Whenever the string "көшесі" appears in a line below, please copy the line out.

== Given information ==
+ + + + + + +

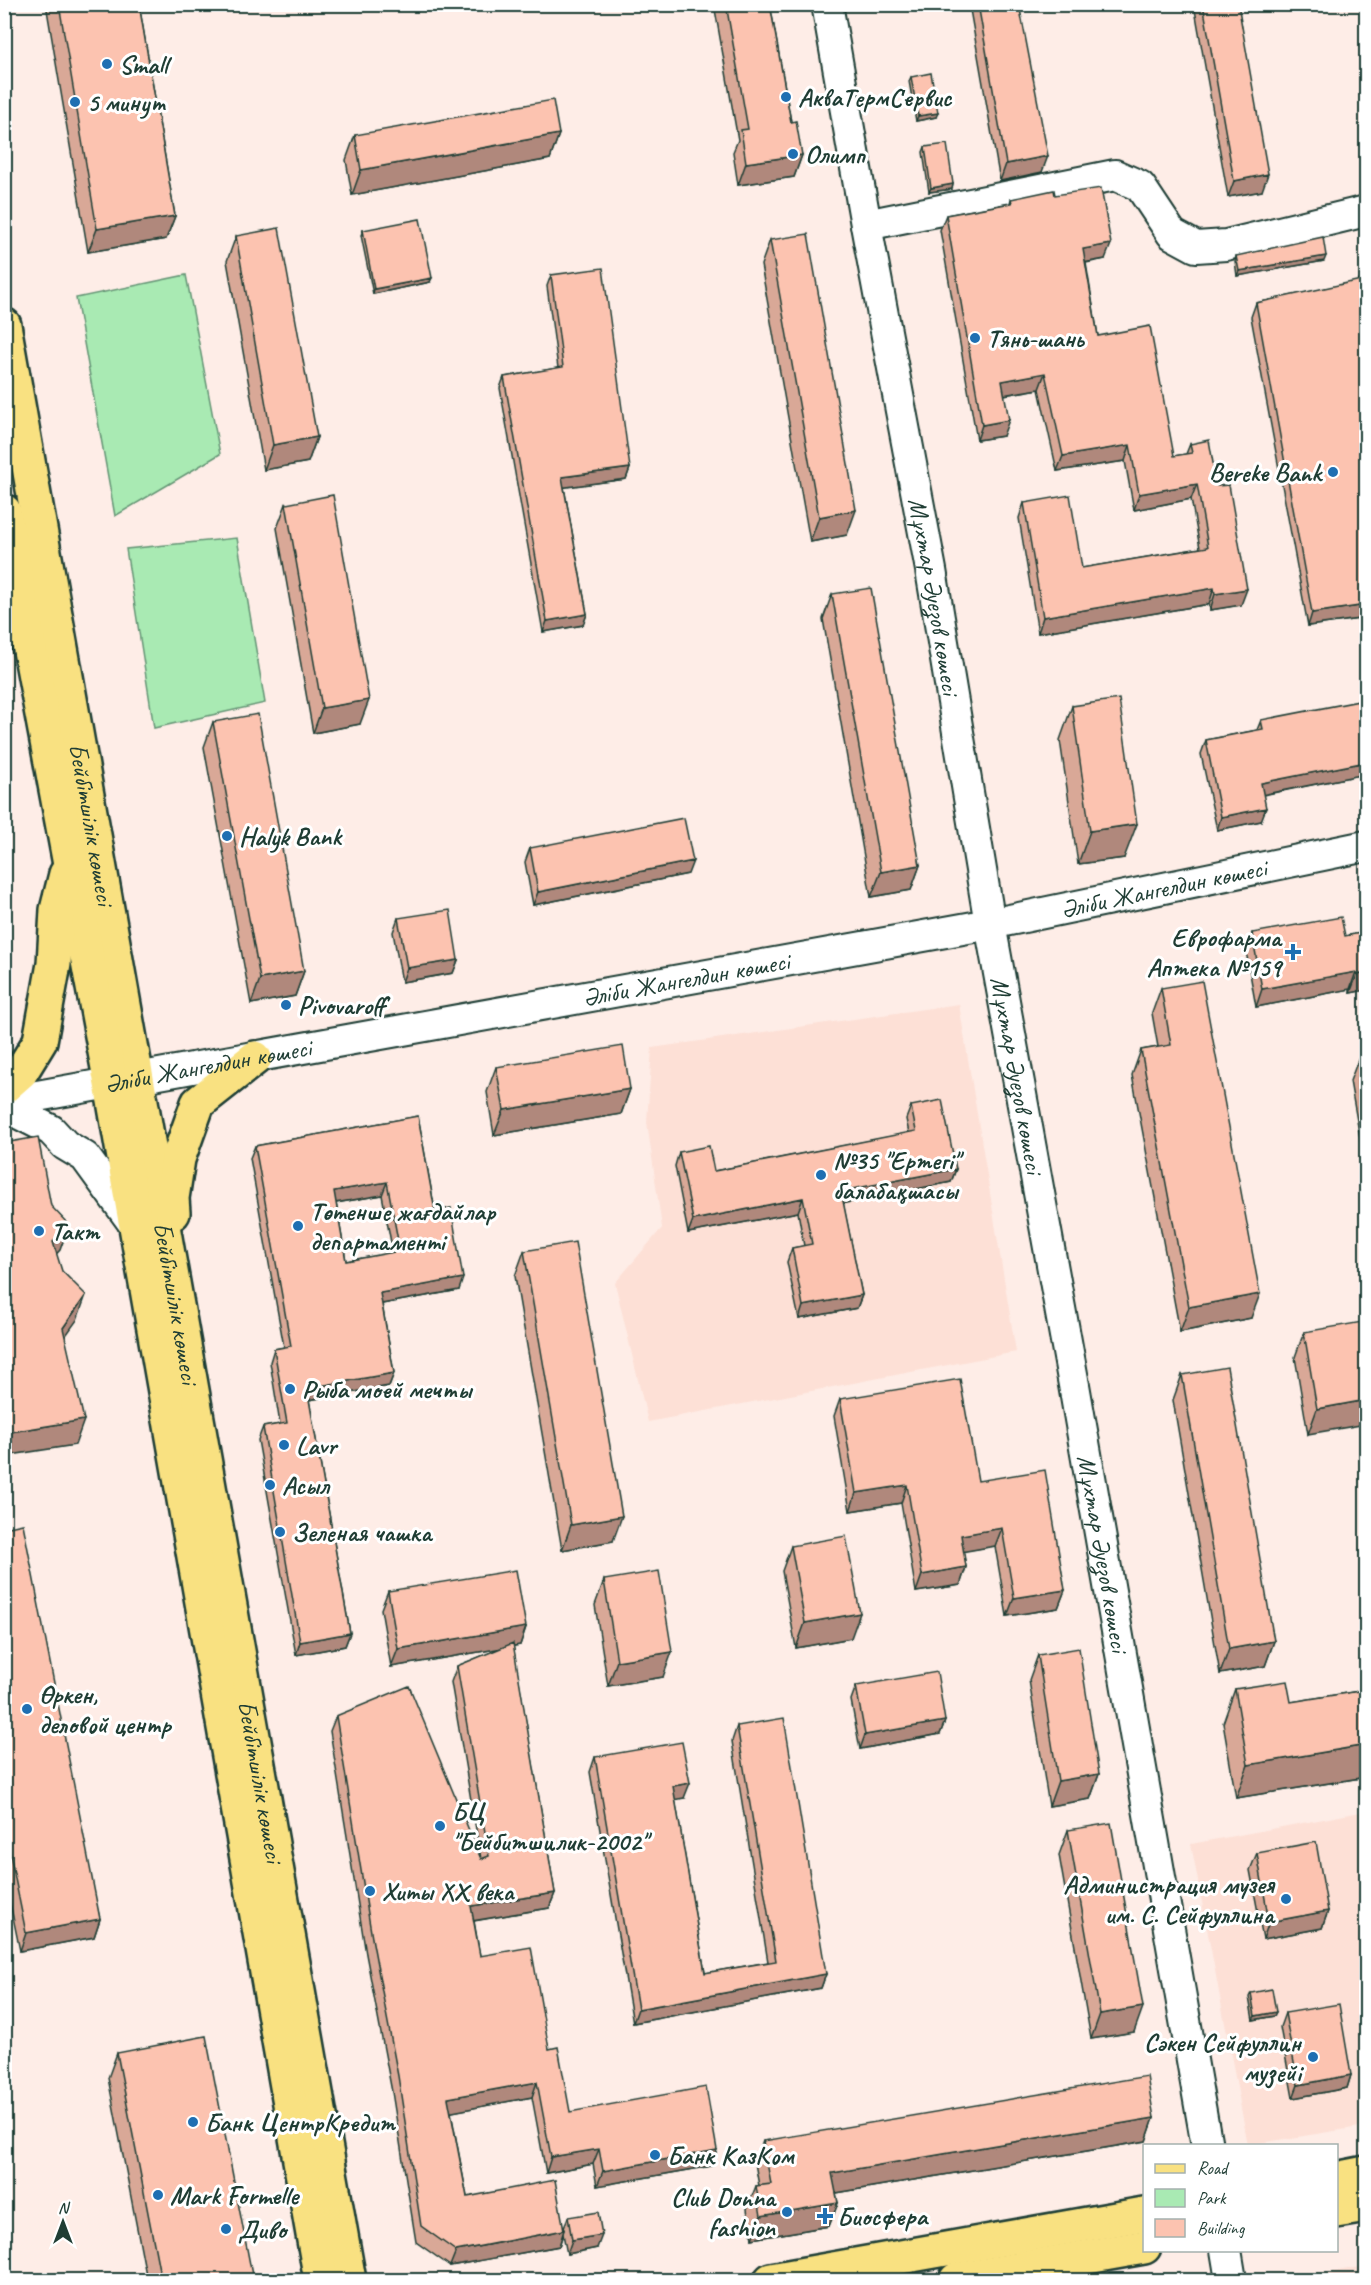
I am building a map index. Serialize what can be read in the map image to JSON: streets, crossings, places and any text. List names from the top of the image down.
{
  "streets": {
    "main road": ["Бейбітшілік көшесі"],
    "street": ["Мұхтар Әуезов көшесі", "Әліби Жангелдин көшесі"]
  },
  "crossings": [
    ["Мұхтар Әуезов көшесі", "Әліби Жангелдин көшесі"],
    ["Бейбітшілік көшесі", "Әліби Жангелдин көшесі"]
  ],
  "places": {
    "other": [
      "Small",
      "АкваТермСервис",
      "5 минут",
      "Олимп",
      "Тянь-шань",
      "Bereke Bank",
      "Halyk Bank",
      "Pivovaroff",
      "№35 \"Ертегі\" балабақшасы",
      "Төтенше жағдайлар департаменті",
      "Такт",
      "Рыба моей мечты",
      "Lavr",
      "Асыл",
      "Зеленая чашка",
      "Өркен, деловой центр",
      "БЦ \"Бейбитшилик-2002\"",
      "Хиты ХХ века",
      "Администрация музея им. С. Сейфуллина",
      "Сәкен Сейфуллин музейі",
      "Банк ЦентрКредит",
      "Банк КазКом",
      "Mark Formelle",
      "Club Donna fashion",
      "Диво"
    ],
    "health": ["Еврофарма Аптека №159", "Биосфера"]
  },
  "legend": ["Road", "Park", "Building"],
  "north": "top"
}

+ + + + + + +

== Result for this exercise ==
    "main road": ["Бейбітшілік көшесі"],
    "street": ["Мұхтар Әуезов көшесі", "Әліби Жангелдин көшесі"]
    ["Мұхтар Әуезов көшесі", "Әліби Жангелдин көшесі"],
    ["Бейбітшілік көшесі", "Әліби Жангелдин көшесі"]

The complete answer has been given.